Плоть – в любом случае перверсия: «“Я бы хотела на один день стать мужчиной – почувствовать, что и вы”. И мы с ней на один день поменялись. Но потом ее арестовали за изнасилование и приговорили к 25 годам. И вот я хожу под окнами тюрьмы – кому я такой нужен, кроме уголовников». Самое скучное соитие, самое бескрылое (подобрав слово, задним числом вывел его генеалогию от кузминских «Крыльев»), и то в потенциале потянет на электрический стул – с учетом бактерий, которыми кишит всякое соитие.
Родничок плоти когда-нибудь да зарастает – хоть и медленно, и не без осложнений. То, что зовется распущенностью, ранней половой жизнью, меня благополучно избавило от этих осложнений. В наш век не только победившего контрацептива, но и торжествующего неовикторианства, когда один гомофил говорит другому: «Я отдамся тебе не раньше, чем мы поженимся», атмосфера откровенности, в которой я рос, впечатляет. Бес желания изгонялся бесом его удовлетворения без малейших колебаний – по принципу similia similibus. «Измена – это поцелуй, остальное…» – и моя матушка, учившая меня жизни, махнула рукой в сторону уборной. («Любовь возможна только платоническая, остальное вавилонская блудница» – вот что это на самом деле.)
На уроках я не получал записочек, в меня не влюблялись. Летом на даче меня никуда не звали и не кричали мне под окнами: «Юлька, идем же!». Я не любил ходить на пляж, где приходилось снимать майку. «Будем шить лифчик Анечке, заодно сошьем и тебе», – дразнилась бабушка Гитуся, в этот момент она становилась посторонней тетенькой, в глазах азарт. Несколько лет спустя, уже после смерти деда, она прокомментировала вольные нравы молодежной еврейской компании с многозначительной старушечьей усмешкой: «А по закону-то Моисееву приятней».

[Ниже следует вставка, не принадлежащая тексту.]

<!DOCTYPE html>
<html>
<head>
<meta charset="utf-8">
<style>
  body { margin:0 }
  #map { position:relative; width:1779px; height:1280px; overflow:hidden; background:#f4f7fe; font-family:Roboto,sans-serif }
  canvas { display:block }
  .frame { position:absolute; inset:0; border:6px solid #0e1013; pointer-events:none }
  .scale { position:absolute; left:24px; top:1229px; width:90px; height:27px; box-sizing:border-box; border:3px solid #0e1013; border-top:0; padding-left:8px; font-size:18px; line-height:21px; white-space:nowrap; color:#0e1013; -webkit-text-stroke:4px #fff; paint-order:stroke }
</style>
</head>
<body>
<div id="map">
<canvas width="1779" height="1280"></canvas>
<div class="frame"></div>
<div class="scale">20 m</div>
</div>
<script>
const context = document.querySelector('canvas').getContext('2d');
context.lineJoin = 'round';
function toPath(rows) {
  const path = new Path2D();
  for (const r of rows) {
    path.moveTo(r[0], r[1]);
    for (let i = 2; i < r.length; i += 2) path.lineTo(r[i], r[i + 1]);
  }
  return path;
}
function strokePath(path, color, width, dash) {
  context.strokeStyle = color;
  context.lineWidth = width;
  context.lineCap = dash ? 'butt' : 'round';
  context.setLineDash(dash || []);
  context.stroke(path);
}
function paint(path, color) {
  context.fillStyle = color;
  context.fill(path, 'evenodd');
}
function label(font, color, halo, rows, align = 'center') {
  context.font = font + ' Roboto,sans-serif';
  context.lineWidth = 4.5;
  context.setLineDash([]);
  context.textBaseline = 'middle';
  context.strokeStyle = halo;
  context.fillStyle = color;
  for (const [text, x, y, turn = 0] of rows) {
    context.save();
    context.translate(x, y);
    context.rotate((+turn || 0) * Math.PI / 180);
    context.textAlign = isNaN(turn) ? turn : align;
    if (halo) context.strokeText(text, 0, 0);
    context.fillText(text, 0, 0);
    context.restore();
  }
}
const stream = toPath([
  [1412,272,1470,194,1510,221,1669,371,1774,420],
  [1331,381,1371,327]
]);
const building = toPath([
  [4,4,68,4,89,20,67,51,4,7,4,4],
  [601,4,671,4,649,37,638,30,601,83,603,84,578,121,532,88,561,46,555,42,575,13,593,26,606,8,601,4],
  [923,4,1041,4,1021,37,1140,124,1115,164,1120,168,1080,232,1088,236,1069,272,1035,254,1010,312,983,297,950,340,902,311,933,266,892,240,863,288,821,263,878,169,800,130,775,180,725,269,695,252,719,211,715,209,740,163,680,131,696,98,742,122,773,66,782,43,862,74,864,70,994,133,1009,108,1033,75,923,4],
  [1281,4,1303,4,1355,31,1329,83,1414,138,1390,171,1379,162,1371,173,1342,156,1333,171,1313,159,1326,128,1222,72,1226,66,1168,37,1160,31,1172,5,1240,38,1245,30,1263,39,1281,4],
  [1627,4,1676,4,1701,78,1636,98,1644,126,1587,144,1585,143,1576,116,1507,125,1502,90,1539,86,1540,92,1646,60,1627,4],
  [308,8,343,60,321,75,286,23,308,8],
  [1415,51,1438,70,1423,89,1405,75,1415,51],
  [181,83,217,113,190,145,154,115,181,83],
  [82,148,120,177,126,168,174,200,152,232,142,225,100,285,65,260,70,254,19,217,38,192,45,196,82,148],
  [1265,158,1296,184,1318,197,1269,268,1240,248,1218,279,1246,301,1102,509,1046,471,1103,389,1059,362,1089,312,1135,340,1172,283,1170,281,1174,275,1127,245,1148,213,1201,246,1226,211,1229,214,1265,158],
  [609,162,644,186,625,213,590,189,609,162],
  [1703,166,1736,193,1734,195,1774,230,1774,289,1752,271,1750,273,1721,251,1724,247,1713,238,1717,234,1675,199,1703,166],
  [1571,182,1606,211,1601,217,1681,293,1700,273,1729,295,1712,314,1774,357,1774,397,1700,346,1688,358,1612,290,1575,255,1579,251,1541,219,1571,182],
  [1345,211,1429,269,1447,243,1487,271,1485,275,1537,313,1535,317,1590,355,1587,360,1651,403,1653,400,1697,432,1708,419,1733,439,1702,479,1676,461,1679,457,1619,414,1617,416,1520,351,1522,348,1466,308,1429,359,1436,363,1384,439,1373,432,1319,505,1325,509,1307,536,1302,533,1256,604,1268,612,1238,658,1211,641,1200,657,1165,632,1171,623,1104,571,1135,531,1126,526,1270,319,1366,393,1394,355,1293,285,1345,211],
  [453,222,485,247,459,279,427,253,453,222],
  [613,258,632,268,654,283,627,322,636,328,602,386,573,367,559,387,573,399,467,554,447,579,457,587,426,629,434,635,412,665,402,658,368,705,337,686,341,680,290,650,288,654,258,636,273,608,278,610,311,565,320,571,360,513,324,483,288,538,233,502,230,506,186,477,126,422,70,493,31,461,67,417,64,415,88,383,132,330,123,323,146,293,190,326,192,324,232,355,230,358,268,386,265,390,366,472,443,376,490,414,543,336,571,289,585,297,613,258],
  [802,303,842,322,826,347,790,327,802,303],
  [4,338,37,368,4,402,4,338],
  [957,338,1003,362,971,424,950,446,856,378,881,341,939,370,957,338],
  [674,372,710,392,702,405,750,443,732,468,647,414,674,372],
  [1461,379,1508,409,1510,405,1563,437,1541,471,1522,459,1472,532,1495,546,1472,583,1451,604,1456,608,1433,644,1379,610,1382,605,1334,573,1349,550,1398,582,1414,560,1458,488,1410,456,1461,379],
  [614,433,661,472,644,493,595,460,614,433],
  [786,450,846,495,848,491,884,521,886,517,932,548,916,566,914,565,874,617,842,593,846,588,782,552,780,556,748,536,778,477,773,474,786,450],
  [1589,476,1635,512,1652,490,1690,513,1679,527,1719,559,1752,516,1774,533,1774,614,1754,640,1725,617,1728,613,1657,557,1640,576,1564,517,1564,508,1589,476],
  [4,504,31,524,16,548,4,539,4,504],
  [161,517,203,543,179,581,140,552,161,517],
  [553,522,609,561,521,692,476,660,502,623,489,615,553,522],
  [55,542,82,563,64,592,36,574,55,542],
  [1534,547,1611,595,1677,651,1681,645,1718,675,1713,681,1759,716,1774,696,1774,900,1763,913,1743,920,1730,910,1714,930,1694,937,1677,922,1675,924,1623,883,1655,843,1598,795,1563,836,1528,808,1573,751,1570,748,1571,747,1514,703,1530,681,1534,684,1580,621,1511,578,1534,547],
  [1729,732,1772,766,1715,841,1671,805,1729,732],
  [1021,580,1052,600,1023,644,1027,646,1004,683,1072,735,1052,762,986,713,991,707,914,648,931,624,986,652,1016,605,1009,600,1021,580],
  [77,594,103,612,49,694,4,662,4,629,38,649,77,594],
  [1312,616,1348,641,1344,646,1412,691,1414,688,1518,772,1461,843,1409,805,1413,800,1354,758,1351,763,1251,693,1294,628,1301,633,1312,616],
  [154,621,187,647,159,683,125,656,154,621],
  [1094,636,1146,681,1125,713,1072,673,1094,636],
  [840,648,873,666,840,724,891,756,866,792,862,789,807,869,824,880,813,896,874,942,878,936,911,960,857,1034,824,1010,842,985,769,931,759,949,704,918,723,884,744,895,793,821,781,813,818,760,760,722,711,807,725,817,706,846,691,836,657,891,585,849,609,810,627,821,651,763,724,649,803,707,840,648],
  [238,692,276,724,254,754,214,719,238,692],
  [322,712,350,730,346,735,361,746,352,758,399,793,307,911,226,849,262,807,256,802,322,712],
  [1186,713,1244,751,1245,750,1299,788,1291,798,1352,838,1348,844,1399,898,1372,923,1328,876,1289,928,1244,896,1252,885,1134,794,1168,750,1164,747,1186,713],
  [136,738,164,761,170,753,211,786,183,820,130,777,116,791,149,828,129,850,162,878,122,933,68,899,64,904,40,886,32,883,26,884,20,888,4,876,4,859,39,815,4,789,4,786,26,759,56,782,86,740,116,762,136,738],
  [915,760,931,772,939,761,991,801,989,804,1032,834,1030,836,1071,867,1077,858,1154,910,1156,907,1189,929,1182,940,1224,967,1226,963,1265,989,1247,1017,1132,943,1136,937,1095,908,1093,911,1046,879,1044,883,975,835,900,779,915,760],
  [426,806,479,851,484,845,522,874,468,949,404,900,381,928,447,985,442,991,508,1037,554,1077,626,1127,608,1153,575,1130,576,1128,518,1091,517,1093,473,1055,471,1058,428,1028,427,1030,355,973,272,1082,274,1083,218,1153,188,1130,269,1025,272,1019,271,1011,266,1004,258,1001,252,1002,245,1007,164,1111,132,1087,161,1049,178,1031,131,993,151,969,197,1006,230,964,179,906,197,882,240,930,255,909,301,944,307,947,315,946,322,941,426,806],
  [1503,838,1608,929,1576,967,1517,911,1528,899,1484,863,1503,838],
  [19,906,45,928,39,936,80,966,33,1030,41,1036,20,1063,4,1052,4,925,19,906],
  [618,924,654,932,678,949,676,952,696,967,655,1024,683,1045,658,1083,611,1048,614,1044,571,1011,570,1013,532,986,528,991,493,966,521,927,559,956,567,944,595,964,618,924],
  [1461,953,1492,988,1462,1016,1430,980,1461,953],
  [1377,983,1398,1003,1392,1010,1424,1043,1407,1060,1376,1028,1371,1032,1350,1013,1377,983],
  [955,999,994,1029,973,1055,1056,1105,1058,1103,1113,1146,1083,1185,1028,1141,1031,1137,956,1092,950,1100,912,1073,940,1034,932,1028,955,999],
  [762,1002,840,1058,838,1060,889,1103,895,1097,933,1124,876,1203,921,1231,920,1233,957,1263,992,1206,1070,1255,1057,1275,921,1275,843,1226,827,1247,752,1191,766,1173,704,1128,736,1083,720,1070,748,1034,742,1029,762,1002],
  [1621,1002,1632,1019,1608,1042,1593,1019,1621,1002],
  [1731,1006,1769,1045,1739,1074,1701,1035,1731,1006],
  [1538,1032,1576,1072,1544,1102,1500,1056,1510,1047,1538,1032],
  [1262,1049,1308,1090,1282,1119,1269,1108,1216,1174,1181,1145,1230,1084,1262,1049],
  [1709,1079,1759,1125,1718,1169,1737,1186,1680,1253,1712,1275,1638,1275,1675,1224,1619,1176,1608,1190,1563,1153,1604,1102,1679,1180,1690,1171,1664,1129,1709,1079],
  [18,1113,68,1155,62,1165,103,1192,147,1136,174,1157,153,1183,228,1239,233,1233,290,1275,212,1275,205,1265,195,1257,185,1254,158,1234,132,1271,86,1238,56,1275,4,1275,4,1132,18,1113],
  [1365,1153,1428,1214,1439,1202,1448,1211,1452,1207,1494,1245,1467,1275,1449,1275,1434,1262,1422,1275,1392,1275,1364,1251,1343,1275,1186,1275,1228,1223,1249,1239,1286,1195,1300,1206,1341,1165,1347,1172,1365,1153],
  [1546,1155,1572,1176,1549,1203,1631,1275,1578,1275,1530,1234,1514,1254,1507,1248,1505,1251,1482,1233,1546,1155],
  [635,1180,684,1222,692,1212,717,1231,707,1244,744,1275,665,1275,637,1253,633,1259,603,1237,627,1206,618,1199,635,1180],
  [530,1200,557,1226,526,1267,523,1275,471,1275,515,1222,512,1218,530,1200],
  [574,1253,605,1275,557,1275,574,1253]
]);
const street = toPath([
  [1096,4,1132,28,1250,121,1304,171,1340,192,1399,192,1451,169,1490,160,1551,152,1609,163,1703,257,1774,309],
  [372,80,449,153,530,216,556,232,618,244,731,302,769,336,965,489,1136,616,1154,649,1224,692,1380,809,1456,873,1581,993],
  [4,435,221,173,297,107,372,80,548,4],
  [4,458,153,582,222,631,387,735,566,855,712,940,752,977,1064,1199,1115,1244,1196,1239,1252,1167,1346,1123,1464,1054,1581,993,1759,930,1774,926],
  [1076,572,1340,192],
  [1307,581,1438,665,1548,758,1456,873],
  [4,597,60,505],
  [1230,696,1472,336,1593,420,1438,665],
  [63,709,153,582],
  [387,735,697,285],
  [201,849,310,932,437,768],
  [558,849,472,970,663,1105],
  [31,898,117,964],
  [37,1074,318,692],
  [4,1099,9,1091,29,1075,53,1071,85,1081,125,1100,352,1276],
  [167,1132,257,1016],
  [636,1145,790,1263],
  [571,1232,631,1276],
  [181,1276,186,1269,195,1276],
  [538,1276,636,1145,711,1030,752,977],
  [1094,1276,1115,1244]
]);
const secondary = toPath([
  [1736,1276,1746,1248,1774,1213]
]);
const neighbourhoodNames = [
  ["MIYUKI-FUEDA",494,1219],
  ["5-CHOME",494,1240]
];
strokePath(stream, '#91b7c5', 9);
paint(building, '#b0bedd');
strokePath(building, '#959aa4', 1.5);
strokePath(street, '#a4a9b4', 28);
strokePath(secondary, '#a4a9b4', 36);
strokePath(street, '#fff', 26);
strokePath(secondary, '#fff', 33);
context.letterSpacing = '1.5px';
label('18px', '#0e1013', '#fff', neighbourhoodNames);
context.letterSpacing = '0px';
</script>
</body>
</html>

Что касается Анечки, которой был сшит первый лифчик, то мы с ней играли лишь на озаренной солнцем поляне. Никаких темных мест, никаких глубоких вод – ничего, о чем неловко было бы вспоминать, разве что вместе ловили голубых стрекоз, «таких совершенных в полете и таких гадких на огне». То есть мы их заживо жгли. Не знаю, как она, но я понимал, что это – преступление против человечности в миниатюре и уж всяко хуже инцеста в миниатюре.
Икс: «Я настолько умен, что мне неинтересно». Игрек: «Икс – такой дурак». Но Иксу безразлично, что думает о нем Игрек. Он весь в своих докомпьютерных грезах одиночки-демиурга. Параллельная жизнь помогла мне рано нарастить слоновую кожу. Я не чувствовал боли, кроме как за отца – с его плюханьем воды в суп, с его подъеданием за всеми в тарелках, с его нотным манускриптом на полке: «Марк Гуревич. Род. 1920 г. Симфония № 1». «Без мамочки мы бы все погибли, – вздыхал он. – Она готова на любые жертвы. В Ташкенте…»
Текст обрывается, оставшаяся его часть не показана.